The severe jump to the 7nm platform in 2019 played a key role for the company not only on the CPU front as well as on the GPU business as well. From the Ryzen 3000 to Navi GPUs or from the Threadripper 3000 to the AMD EPYC CPUs we experienced a year of 7nm in 2019.
AMD’s CEO Dr Lisa Su has reported the company’s Q4 2019 revenue reached US$2.13 billion, while the yearly revenue topped at a record-breaking US$6.73 billion, which is in fact 4% higher than 2018 one. On the other hand, Intel has reported US$10 billion in revenues for the 4th quarter of 2019 alone.

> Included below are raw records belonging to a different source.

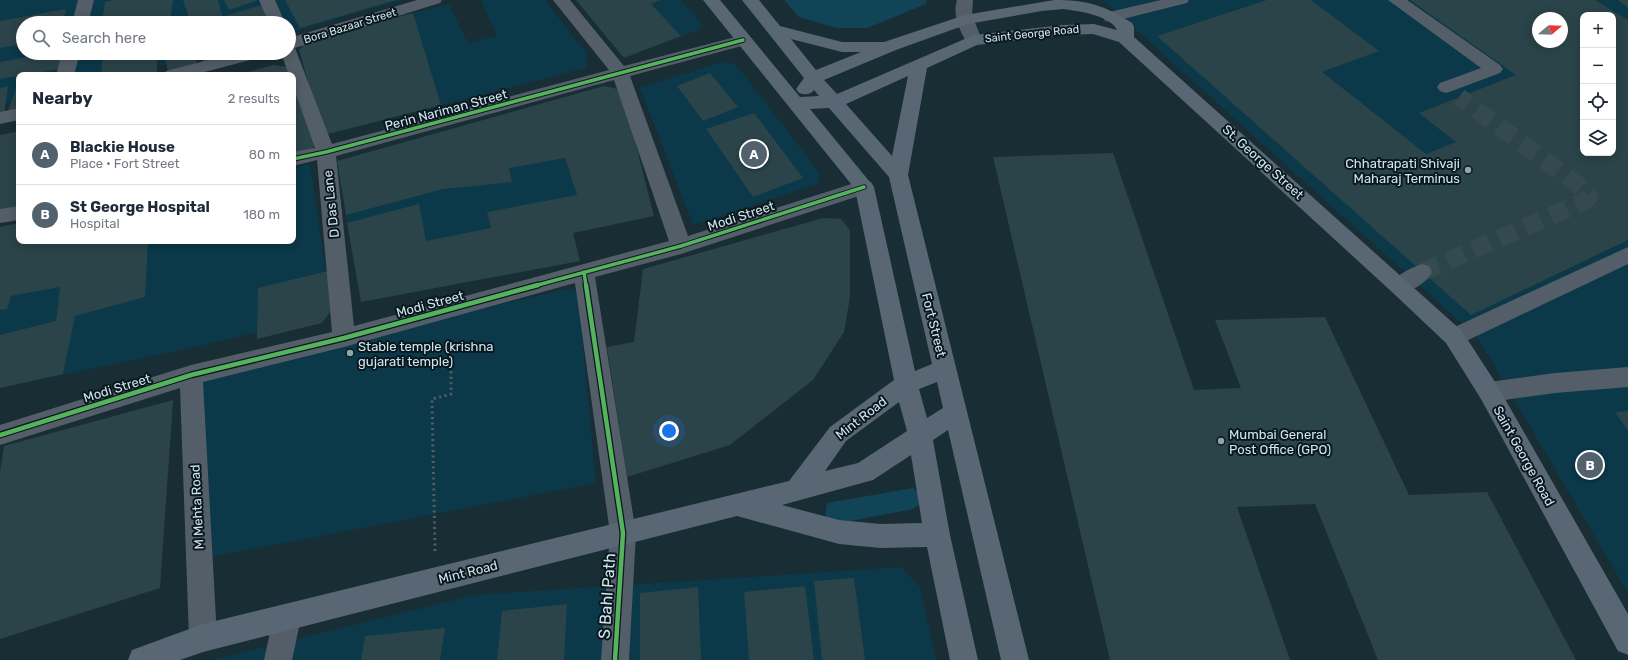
<!DOCTYPE html>
<meta charset="utf-8">
<style>
:root{--surface:#fff;--page:#f2f2f3;--text:#1f2937;--muted:#747a83;--line:#e0e1e3;--accent:#52616c}
body{margin:0;font-family:Rubik,sans-serif;background:var(--page);color:var(--text)}
.controls{position:absolute;right:12px;top:12px;display:grid;overflow:hidden;border-radius:8px;box-shadow:0 2px 10px #0003}
.controls button{width:36px;height:36px;display:grid;place-items:center;padding:0;border:0;border-bottom:1px solid var(--line);background:var(--surface);color:var(--text);font:20px sans-serif}
.compass{position:absolute;left:1532px;top:12px;width:36px;height:36px;border-radius:50%;background:var(--surface);box-shadow:0 2px 10px #0003;rotate:71deg}
.you{position:absolute;left:669px;top:431px;width:14px;height:14px;margin:-10px;border:3px solid #fff;border-radius:50%;background:#1a73e8;box-shadow:0 0 0 6px #1a73e833}
.badge{display:grid;place-items:center;width:26px;height:26px;border-radius:50%;background:var(--accent);color:#fff;font-size:13px;font-weight:700}
.pin{position:absolute;translate:-50% -50%;border:2px solid #fff;box-shadow:0 1px 4px #0006}
.list{margin:0;padding:0;list-style:none}
h2{display:flex;justify-content:space-between;align-items:center;height:52px;margin:0;padding:0 16px;font-size:17px}
h2 small{font-size:13px;font-weight:400;color:var(--muted)}
.list li{display:grid;grid-template-columns:26px 1fr auto;gap:12px;align-items:center;box-sizing:border-box;height:60px;padding:0 16px;border-top:1px solid var(--line)}
.list b{display:block;font-size:15px;white-space:nowrap}
.list p{margin:0;font-size:13px;white-space:nowrap;color:var(--muted)}
.list em{font-size:13px;font-style:normal;color:var(--muted)}
.icon{flex:none;width:22px;height:22px;fill:none;stroke:currentColor;stroke-width:2;stroke-linecap:round;stroke-linejoin:round}
.map{position:relative;flex:none;width:1628px;height:660px;overflow:hidden}
.search{position:absolute;background:var(--surface);box-shadow:0 2px 10px #0003;left:16px;top:16px;width:280px;height:44px;display:flex;align-items:center;gap:10px;box-sizing:border-box;padding:0 14px;border-radius:22px;color:var(--muted);font-size:15px}
.panel{position:absolute;background:var(--surface);box-shadow:0 2px 10px #0003;left:16px;top:72px;width:280px;height:172px;border-radius:8px}
.map>svg:first-child{display:block}
.built{fill:#0b3949;fill-rule:evenodd}
.green{fill:#124457}
.building{fill:#2b4449;fill-rule:evenodd}
.lines{fill:none;stroke-linecap:round;stroke-linejoin:round}
.minor-tunnel{stroke:#354950;stroke-width:18;stroke-dasharray:18 10;stroke-linecap:butt}
.path{stroke:#535e65;stroke-width:3;stroke-dasharray:2 3.5;stroke-linecap:butt}
.minor{fill:#545e68;fill-rule:evenodd}
.major{fill:#586773;fill-rule:evenodd}
.cycleway-far1-casing{stroke:#09181e;stroke-width:5.5}
.cycleway-casing{stroke:#09181e;stroke-width:7}
.cycleway-far1{stroke:#56b35d;stroke-width:3.5}
.cycleway{stroke:#56b35d;stroke-width:4.5}
.poi-dot{fill:#91a5ad;stroke:#09181e;stroke-width:1.5}
.labels{text-anchor:middle;dominant-baseline:central;stroke-width:4;stroke-linejoin:round;paint-order:stroke}
.far-street-label{font-size:11px;fill:#d2e5ee;stroke:#09181e}
.street-label{font-size:13px;fill:#d2e5ee;stroke:#09181e}
.poi-label{font-size:13px;fill:#d2e5ee;stroke:#09181e;text-anchor:start}
.near-street-label{font-size:16px;fill:#d2e5ee;stroke:#09181e}
</style>
<div class="map">
<svg width="1628" height="660" viewBox="0 0 1628 660">
<rect width="100%" height="100%" fill="#192d34"/>
<path class="built" d="M0 0H402L289 33V23H23V53H210L122 75H19V100L0 105Z
M481 0H545L587 54 586 68 324 135 299 50 309 40 449 4 468 43 497 36Z
M576 0H681L702 24 701 29 624 58Z
M1103 0H1628V593L1478 338ZM1583 15H1613V153H1583ZM1538 18H1562V42H1538Z
M725 61 737 66 820 173 818 184 693 225 640 88Z
M604 86 622 90 654 216 573 233 580 261 361 302 337 161Z
M310 164 332 314 200 346 0 388V227L19 223V241H293V168Z
M571 288 578 293 596 483 195 560 201 374Z
M901 567 920 587 936 660H212L475 595Z"/>
<path class="green" d="M784 0H926V4L867 28H836L799 17Z
M913 488 927 499 913 509 840 523 825 517 827 503Z"/>
<path class="building" d="M115 0H173L170 23H102L105 2Z
M183 0H218L224 23H191Z
M224 0H258L229 10Z
M285 0H396L300 28Z
M576 0H661L651 4 681 36 624 58Z
M1267 0H1311L1379 51 1322 72 1426 154 1456 142 1419 113 1516 75 1410 0H1595L1628 20V240L1471 315 1157 36ZM1583 15H1613V153H1583ZM1538 18H1562V42H1538Z
M1618 0H1628V8Z
M262 5 270 23H228L225 16Z
M66 9 63 23H23V44L0 48V21Z
M413 13 441 105 324 135 299 50 309 40Z
M49 53H62L58 69 0 79V62Z
M103 53H157V75H101Z
M164 53H194L197 64 168 72Z
M200 53H233L234 57 203 64Z
M273 65 288 67 291 75H237Z
M710 73 738 107 703 121 677 86Z
M19 79V111L7 114Z
M293 82 318 141 310 151 293 154Z
M8 86 4 115 0 116V88Z
M604 86 622 90 654 216 573 233 580 261 361 302 347 223 419 204 426 241 491 228 487 212 577 195 565 158 509 168 512 182 443 189 346 215 337 161Z
M754 113 803 178 753 197 706 129Z
M19 131V210L0 214V135Z
M1113 153 1194 390 1241 388 1215 320 1325 317 1409 495 1487 492 1576 660H1378L1315 504 1237 507 1290 660H1110L993 157Z
M823 218 841 219 850 230V297L844 332 813 380 730 445 627 477 607 347 634 342 643 269Z
M19 223V241H148L145 297 75 316 63 374 0 388V335L56 321 60 287 11 296 7 309 0 310V227Z
M328 271 330 312 322 323 257 339 258 288Z
M173 400 160 588 0 639V472L4 446Z
M1628 411V431L1615 412Z
M854 578 865 660H822L814 581Z
M805 586 814 660H749L744 592Z
M698 587 701 660H640V593Z
M567 604 564 660H497L502 611Z
M445 628 440 660H361L365 636Z"/>
<g class="lines">
<path class="minor-tunnel" d="M1422 272 1583 202 1589 197 1581 187 1459 97"/>
<path class="path" d="M435 551 432 399 451 394V348"/>
<path class="minor" d="M78 0H94L88 23H72Z
M259 0H275L285 23H269Z
M417 0H442L440 3 295 48 332 144 609 70 553 0H570L624 66 743 35 749 36 751 40 749 44 630 76 688 236 864 180 871 182 874 187 871 192 681 254 595 277 636 533 629 660H601L610 533 575 283 344 347 203 382 217 638 213 648 203 652 193 648 189 638 180 388 0 445V425L191 365 332 332 317 160 293 166V152L315 148 293 86V75H289L281 53H289V38ZM614 80 669 241 354 326 336 156Z
M957 0H973L972 15 982 40 980 44 974 45 968 44C960 32 952 15 957 0Z
M1161 0H1189L1187 3 1111 22 1105 21 1103 17 1105 13Z
M1388 0H1407L1500 65 1503 69 1500 73 1452 91 1446 93 1440 91 1437 87 1440 83 1481 68Z
M62 53H80L74 75H56Z
M235 53H265L262 57 193 75H163L166 71Z
M19 108V120L0 124V112Z
M19 206V220L0 223V209Z
M1628 247V264L1462 343 1454 346 1446 343 1443 337 1446 331Z
M1422 264 1429 266 1432 272C1426 284 1406 296 1392 292L1389 286C1395 275 1411 268 1422 264Z
M1628 367V387L1555 393 1489 402 1481 399 1477 392 1481 385 1489 382 1555 373Z
M287 605 297 608 301 618 292 660H264L273 618 277 608Z"/>
<path class="major" d="M703 0H720L800 97 819 96 814 90C810 95 805 95 799 93L796 89 804 78 742 0H759L780 26 842 42H884L965 15 1054 0C1087 0 1104 5 1132 23L1134 27V37L1462 331 1497 385 1628 614V655L1618 651 1481 399 1446 343 1392 292 1119 42 1093 34 1063 35 977 45 927 68 908 175 1029 660H1001L948 430 933 440 950 535 978 660H950L927 547 880 548 839 544 737 516 203 652 180 660H128L132 650 203 624 789 481 830 427 894 380 855 189ZM1063 9C1078 11 1110 15 1117 30L1094 24 1063 25 974 35 837 94 824 80 896 50 968 24 1042 11ZM791 39 842 52H861L816 70ZM908 76 892 156 846 104ZM829 108 889 177 932 364 915 371 874 187 810 109ZM937 382 943 408 927 418 919 389ZM899 402 907 431 858 463 825 471 846 441ZM911 455 922 523 880 524 839 520 782 505 873 480Z"/>
<g class="cycleway-far1-casing">
<path id="cycleway-far1" d="M293 159 326 152 743 40
M584 272 586 286
M534 286 681 246 864 187"/>
</g>
<g class="cycleway-casing">
<path id="cycleway" d="M586 285 623 533 615 660
M0 435 191 375 344 338 538 285"/>
</g>
<use href="#cycleway-far1" class="cycleway-far1"/>
<use href="#cycleway" class="cycleway"/>
</g>
<g class="poi-dot">
<circle cx="1468" cy="170" r="4"/>
<circle cx="350" cy="353" r="4"/>
<circle cx="1221" cy="441" r="4"/>
</g>
<g class="labels">
<g class="far-street-label">
<text transform="translate(350 26) rotate(-17)">Bora Bazaar Street</text>
<text transform="translate(1032 34) rotate(-6)">Saint George Road</text>
</g>
<g class="street-label">
<text transform="translate(446 110) rotate(-15)">Perin Nariman Street</text>
<text transform="translate(1263 162) rotate(42)">St. George Street</text>
<text transform="translate(331 204) rotate(-96)">D Das Lane</text>
<text transform="translate(741 216) rotate(-18)">Modi Street</text>
<text transform="translate(430 304) rotate(-15)">Modi Street</text>
<text transform="translate(934 325) rotate(76)">Fort Street</text>
<text transform="translate(117 388) rotate(-17)">Modi Street</text>
<text transform="translate(861 418) rotate(-38)">Mint Road</text>
<text transform="translate(1524 456) rotate(61)">Saint George Road</text>
<text transform="translate(197 507) rotate(-93)">M Mehta Road</text>
<text transform="translate(468 572) rotate(-14)">Mint Road</text>
</g>
<g class="poi-label">
<text x="1460" y="163" text-anchor="end">Chhatrapati Shivaji<tspan x="1460" dy="15">Maharaj Terminus</tspan></text>
<text x="358" y="346">Stable temple (krishna<tspan x="358" dy="15">gujarati temple)</tspan></text>
<text x="1229" y="434">Mumbai General<tspan x="1229" dy="15">Post Office (GPO)</tspan></text>
</g>
<g class="near-street-label">
<text transform="translate(607 596) rotate(-86)">S Bahl Path</text>
</g>
</g>
</svg>
<div class="controls">
<button>+</button>
<button>−</button>
<button><svg class="icon" aria-label="locate" viewBox="0 0 24 24"><circle cx="12" cy="12" r="6"/><path d="M12 2v4M12 18v4M2 12h4M18 12h4"/></svg></button>
<button><svg class="icon" aria-label="layers" viewBox="0 0 24 24"><path d="M12 4l9 5-9 5-9-5zM3 14l9 5 9-5"/></svg></button>
</div>
<svg class="compass" viewBox="-18 -18 36 36"><path d="M0-13l5 13h-10z" fill="#e53935"/><path d="M0 13l5-13h-10z" fill="#747a83"/></svg>
<div class="you"></div>
<div class="pin badge" style="left:754px;top:154px">A</div>
<div class="pin badge" style="left:1590px;top:465px">B</div>
<div class="search"><svg class="icon" aria-label="search" viewBox="0 0 24 24"><circle cx="10" cy="10" r="6"/><path d="M15 15l6 6"/></svg>Search here</div>
<section class="panel">
<h2>Nearby<small>2 results</small></h2>
<ul class="list">
<li><span class="badge">A</span><div><b>Blackie House</b><p>Place · Fort Street</p></div><em>80 m</em></li>
<li><span class="badge">B</span><div><b>St George Hospital</b><p>Hospital</p></div><em>180 m</em></li>
</ul>
</section>
</div>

Only the 7nm Ryzen 3000 CPUs along with the Radeon RX 5000-series GPUs brought in US$4.7 billion revenue, which is a 69% increase over the CPU + GPU revenues generated in 2018. This is a major achievement for the company and we knew something like this could happen after the massive earnings in Q3 2019.
According to AMD, the company has experienced the highest CPU sales in 6 years, while the GPU shipments grew by “double-digit” percentages on a YoY basis. The Red team will be focusing more on the 7nm products in 2020 and try to increase the production to meet the demands, adjust price as per Intel’s upcoming offerings in the CPU market.
AMD has also managed to reduce its debt by ⅔, from US$4.5 billion in 2009 to US$1.5 billion in 2019, and 50% of it was mitigated only in 2019. Overall, AMD eyes a 45% gross margin and 30 % revenue increase in 2020.
With the Ryzen 4000 mobile APUs, upcoming next-gen consoles powered by AMD, the company has a busy schedule in 2020 as well. AMD will also be bringing the Ryzen 4000 to desktop and the next-gen RDNA based Navi GPUs.